Saved data entries

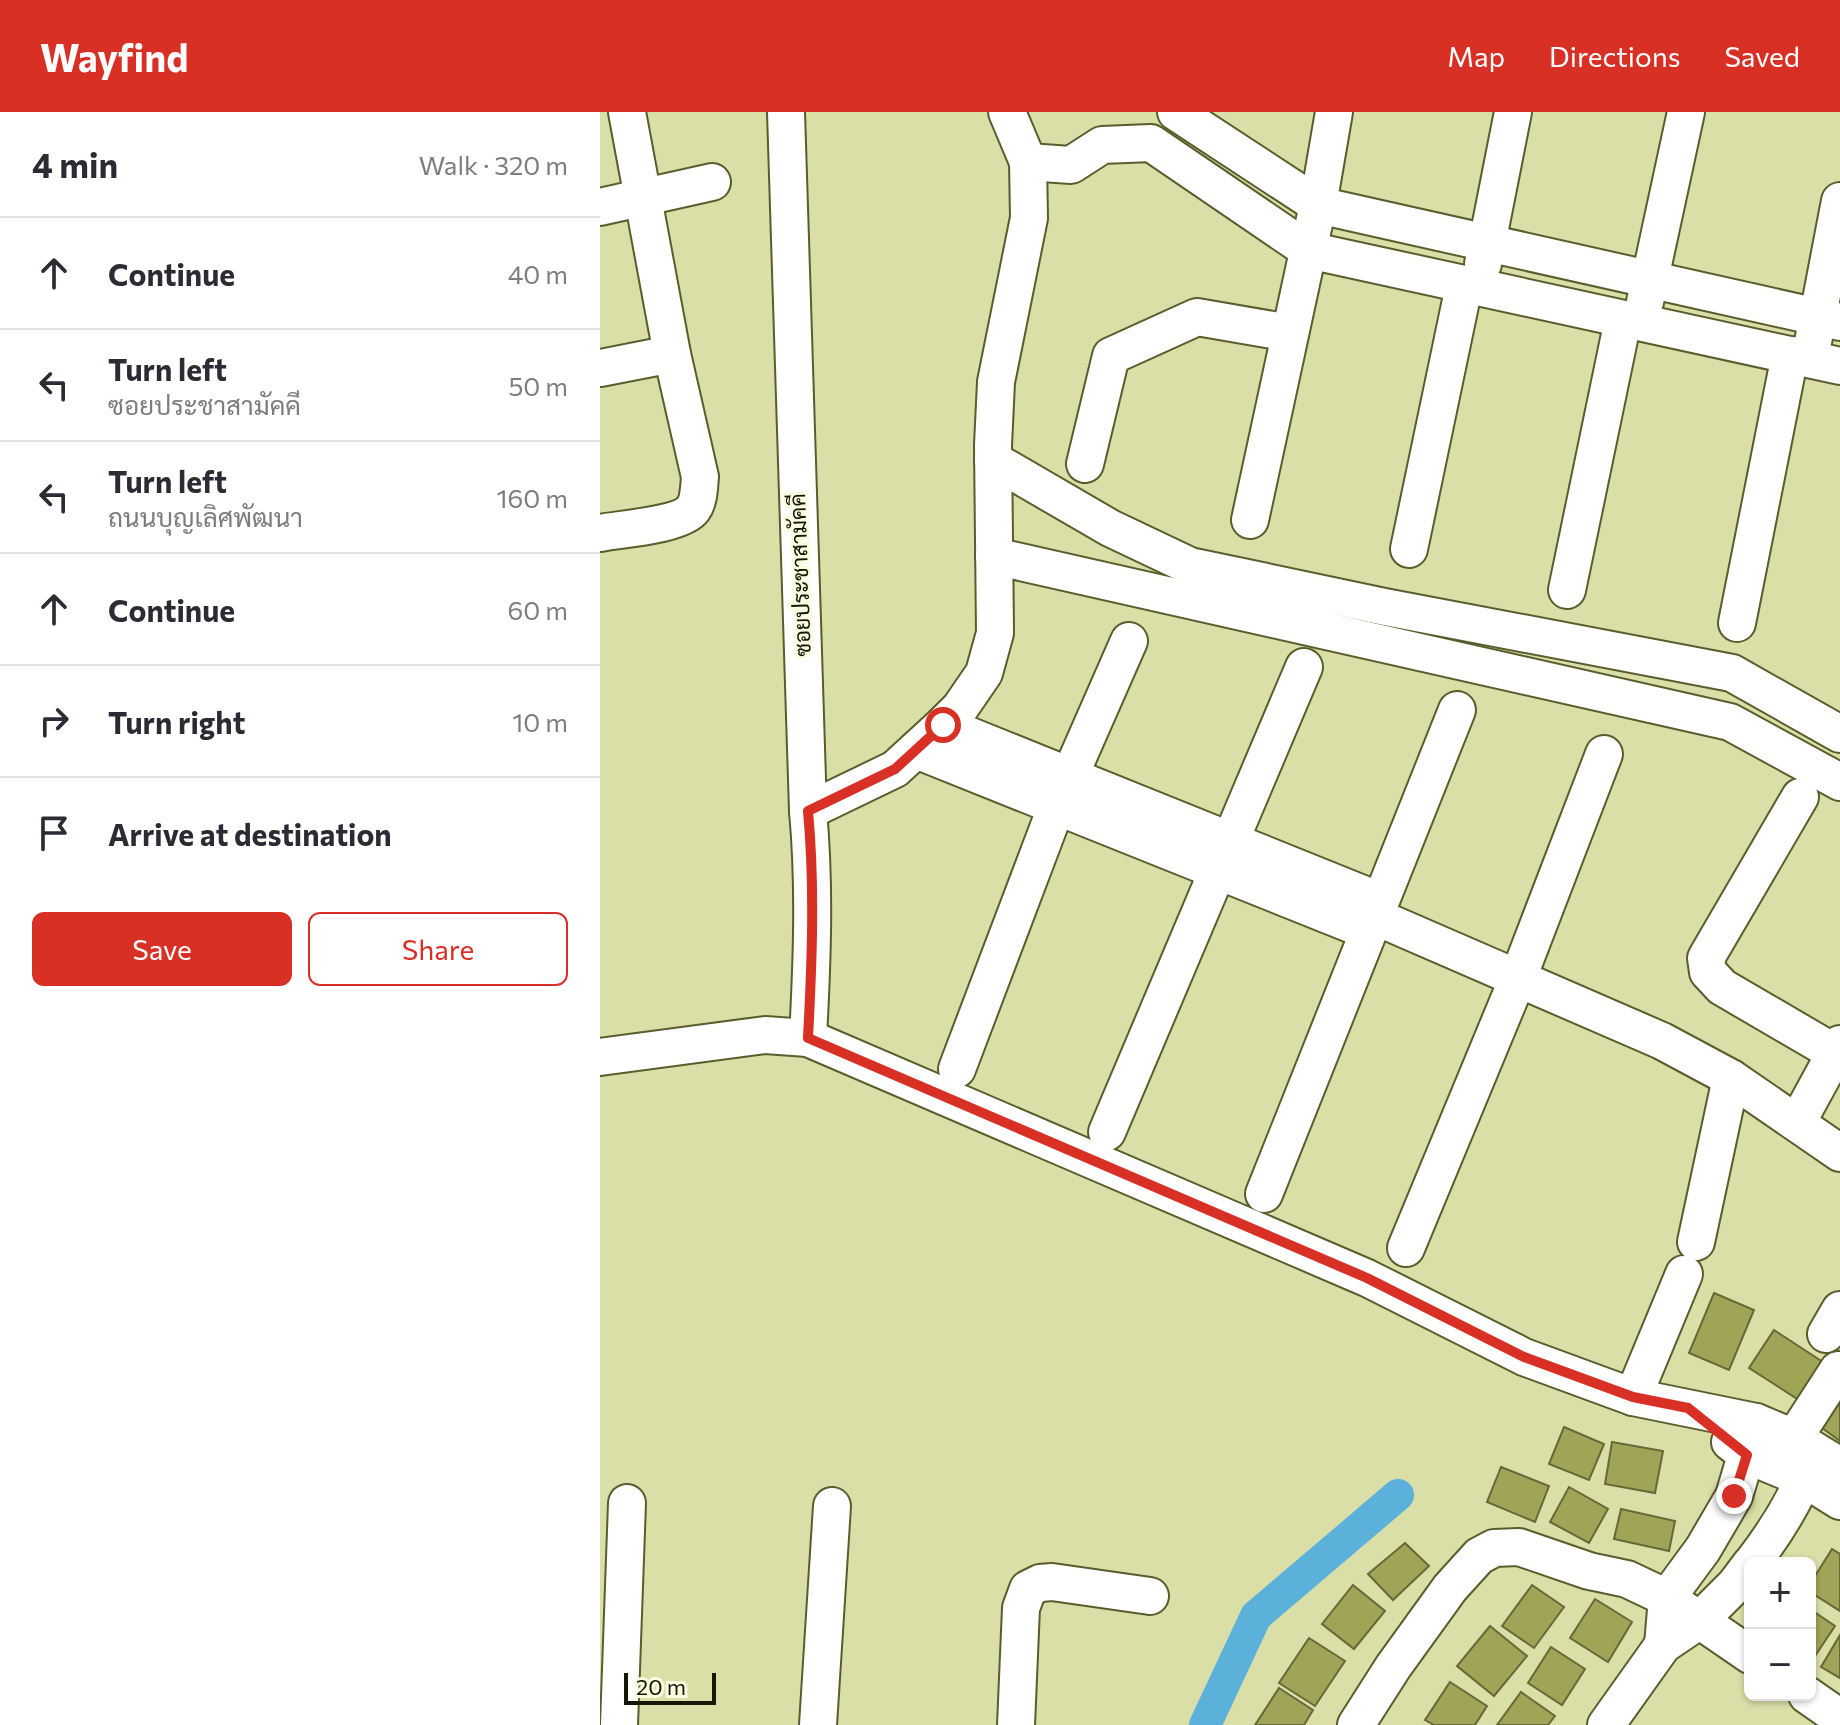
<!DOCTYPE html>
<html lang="en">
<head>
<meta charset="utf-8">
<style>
  body { margin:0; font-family:Commissioner,Sarabun,sans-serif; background:#f2f2f3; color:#2b2b33 }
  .controls { position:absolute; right:24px; bottom:24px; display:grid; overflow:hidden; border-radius:12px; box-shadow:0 2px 6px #0004 }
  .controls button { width:72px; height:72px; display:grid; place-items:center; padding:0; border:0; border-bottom:2px solid #e1e1e2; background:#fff; color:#2b2b33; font:40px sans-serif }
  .scale { position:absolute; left:24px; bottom:20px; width:92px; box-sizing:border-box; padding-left:8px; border:4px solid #151603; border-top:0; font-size:22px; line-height:28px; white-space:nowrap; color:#151603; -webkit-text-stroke:6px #fafde2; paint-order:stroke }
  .stop { position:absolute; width:24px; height:24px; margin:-18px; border:6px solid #d93025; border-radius:50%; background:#fff }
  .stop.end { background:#d93025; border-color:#fff; box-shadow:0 2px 8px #0008 }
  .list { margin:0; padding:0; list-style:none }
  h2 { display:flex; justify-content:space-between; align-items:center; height:104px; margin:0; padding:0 32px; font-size:34px }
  h2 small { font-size:26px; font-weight:400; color:#7c7c81 }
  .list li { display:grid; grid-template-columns:52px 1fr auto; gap:24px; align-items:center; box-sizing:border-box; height:112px; padding:0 32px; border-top:2px solid #e1e1e2 }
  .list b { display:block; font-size:30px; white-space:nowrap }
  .list p { margin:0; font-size:26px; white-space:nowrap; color:#7c7c81 }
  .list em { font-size:26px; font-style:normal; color:#7c7c81 }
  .actions { display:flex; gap:16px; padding:24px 32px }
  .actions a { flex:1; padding:18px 0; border:2px solid #d93025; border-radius:12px; text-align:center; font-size:28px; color:#d93025 }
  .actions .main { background:#d93025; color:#fff }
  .icon { flex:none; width:44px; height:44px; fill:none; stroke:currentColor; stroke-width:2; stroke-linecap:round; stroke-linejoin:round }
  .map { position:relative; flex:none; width:1240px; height:1613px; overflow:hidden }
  header { display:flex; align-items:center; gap:48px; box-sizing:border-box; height:112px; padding:0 40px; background:#d93025; color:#fff }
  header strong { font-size:38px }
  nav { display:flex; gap:44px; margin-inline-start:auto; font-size:28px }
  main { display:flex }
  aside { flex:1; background:#fff }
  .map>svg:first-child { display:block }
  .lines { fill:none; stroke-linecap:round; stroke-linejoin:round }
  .canal { stroke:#5cb1db; stroke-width:32 }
  .building { fill:#a0a456; stroke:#666937; stroke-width:2 }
  .minor-casing { stroke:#5a5d2b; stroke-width:40 }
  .minor { stroke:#fff; stroke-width:36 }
  .route { stroke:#d93025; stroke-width:10 }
  .labels { text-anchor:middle; stroke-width:7; stroke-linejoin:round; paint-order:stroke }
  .street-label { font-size:22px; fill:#151603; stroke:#fafde2 }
</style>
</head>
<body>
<header>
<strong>Wayfind</strong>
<nav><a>Map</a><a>Directions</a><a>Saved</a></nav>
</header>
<main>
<aside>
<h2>4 min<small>Walk · 320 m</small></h2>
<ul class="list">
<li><svg class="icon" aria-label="ahead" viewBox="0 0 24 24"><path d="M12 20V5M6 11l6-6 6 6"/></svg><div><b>Continue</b></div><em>40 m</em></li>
<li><svg class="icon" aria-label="left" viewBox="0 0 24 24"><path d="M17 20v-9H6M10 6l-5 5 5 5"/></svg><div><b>Turn left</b><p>ซอยประชาสามัคคี</p></div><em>50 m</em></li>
<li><svg class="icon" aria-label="left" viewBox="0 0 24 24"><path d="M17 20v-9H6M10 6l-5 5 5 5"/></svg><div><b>Turn left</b><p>ถนนบุญเลิศพัฒนา</p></div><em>160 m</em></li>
<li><svg class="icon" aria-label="ahead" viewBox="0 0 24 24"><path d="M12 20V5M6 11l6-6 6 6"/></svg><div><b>Continue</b></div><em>60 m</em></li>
<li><svg class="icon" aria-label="right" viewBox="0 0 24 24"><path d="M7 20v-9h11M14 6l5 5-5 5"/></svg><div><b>Turn right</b></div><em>10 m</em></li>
<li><svg class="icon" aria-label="arrive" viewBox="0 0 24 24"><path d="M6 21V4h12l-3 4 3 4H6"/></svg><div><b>Arrive at destination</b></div></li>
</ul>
<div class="actions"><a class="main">Save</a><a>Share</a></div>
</aside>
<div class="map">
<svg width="1240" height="1613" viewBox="0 0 1240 1613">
  <rect width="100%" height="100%" fill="#dadfa8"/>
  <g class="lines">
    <!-- canal -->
    <path class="canal" d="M605 1613 656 1504 798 1383"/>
  </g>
  <!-- building -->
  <g class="building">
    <path d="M1114 1181 1154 1198 1129 1258 1089 1241Z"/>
    <path d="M1174 1218 1226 1252 1202 1290 1149 1256Z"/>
    <path d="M1240 1287V1329L1222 1316Z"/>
    <path d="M964 1315 1004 1332 989 1368 949 1352Z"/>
    <path d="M1012 1330 1063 1339 1055 1381 1005 1372Z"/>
    <path d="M901 1355 949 1374 935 1410 887 1390Z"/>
    <path d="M969 1375 1008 1397 989 1431 950 1410Z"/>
    <path d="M1021 1397 1075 1409 1069 1439 1014 1427Z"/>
    <path d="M805 1431 829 1454 793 1488 768 1462Z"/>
    <path d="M1232 1437 1240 1442V1499L1210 1480V1472Z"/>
    <path d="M753 1473 785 1499 754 1537 722 1512Z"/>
    <path d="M932 1473 964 1495 934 1536 902 1514Z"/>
    <path d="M995 1487 1032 1510 1008 1550 970 1526Z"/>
    <path d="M1210 1497 1235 1514 1211 1550H1210Z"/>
    <path d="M890 1514 927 1544 894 1584 857 1554Z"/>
    <path d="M1240 1523V1566L1221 1555Z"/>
    <path d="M709 1526 745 1549 715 1594 679 1571Z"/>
    <path d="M951 1535 985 1557 962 1593 928 1571Z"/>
    <path d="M850 1570 887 1594 875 1613H834L825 1608Z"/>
    <path d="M679 1576 713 1598 704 1613H655Z"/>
    <path d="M921 1580 955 1604 948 1613H897Z"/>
  </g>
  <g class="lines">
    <!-- minor casing -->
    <g class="minor-casing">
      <g id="minor">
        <path d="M186 0 208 699C215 775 212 850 208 926"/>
        <path d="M576 0 718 93 1240 210"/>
        <path d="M428 50 471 53 502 33 551 31 708 138 1240 254"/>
        <path d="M0 95 112 70"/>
        <path d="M883 152 913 0"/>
        <path d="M1045 190 1086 0"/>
        <path d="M1213 230 1240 89"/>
        <path d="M0 256 72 242"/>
        <path d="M393 348 510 416 590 454 785 495 1132 561 1240 622"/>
        <path d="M485 352 511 244 597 205 690 221"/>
        <path d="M650 408 718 93 734 0"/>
        <path d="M0 421C21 417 81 413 93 397 99 389 99 375 100 365L72 242 27 0"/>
        <path d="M809 437 864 174"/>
        <path d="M394 444 1130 610 1240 670"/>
        <path d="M967 478 1023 208"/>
        <path d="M1137 511 1190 243"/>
        <path d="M343 613 780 789"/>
        <path d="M316 638 768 819"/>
        <path d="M1200 685 1106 846 1108 860 1122 875 1235 941"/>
        <path d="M208 699 295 657 343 613 360 596 384 561 395 521 393 333 396 270 429 106 428 50 407 0"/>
        <path d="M774 804 1062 929 1131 966 1240 1041"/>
        <path d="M0 945 165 923 208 926 767 1166 924 1245 1033 1285 1156 1310 1194 1326 1240 1354"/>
        <path d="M357 957 457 693 529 529"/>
        <path d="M1197 1011 1240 932"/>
        <path d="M507 1020 704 555"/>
        <path d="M664 1082 857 598"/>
        <path d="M1096 1130 1131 966"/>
        <path d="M806 1136 918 866 1004 642"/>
        <path d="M1226 1222 1240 1198"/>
        <path d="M1033 1285 1084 1162"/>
        <path d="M1194 1326 1238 1258"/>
        <path d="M1130 1330 1147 1343 1205 1367 1240 1389"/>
        <path d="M1152 1451C1176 1420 1198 1384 1212 1347"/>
        <path d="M1063 1533 1067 1486 1103 1437 1134 1384 1156 1310"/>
        <path d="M1207 1583 1240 1606"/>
        <path d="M19 1613 27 1391"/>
        <path d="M218 1613 232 1394"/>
        <path d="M416 1613 421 1496 428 1477 440 1471 452 1470 550 1484"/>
        <path d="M756 1613 793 1555 850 1476 879 1444 894 1436 919 1435 989 1459 1027 1467 1067 1486 1150 1543"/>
        <path d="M1006 1613 1063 1533 1100 1508 1135 1473 1150 1453"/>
      </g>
    </g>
    <!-- minor -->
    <use href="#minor" class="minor"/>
  </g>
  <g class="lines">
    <!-- route -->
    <path class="route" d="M343 613 295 657 208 699C215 775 212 850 208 926L767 1166 924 1245 1033 1285 1088 1296 1147 1343 1134 1384"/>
  </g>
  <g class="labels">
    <!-- street labels -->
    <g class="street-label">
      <text transform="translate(200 463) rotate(-92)" y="8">ซอยประชาสามัคคี</text>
    </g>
  </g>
</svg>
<div class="controls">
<button>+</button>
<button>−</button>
</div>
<div class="scale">20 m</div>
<div class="stop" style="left:343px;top:613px"></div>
<div class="stop end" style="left:1134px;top:1384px"></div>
</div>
</main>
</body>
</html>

▶ **Try it**:
Using the records above, restate word for word the lines from the one with "display:grid; grid-template-columns:52px 1fr" through the one with "margin:0; font-size:26px; white-space:nowrap;", both included.

▶ **Result for this task**:
  .list li { display:grid; grid-template-columns:52px 1fr auto; gap:24px; align-items:center; box-sizing:border-box; height:112px; padding:0 32px; border-top:2px solid #e1e1e2 }
  .list b { display:block; font-size:30px; white-space:nowrap }
  .list p { margin:0; font-size:26px; white-space:nowrap; color:#7c7c81 }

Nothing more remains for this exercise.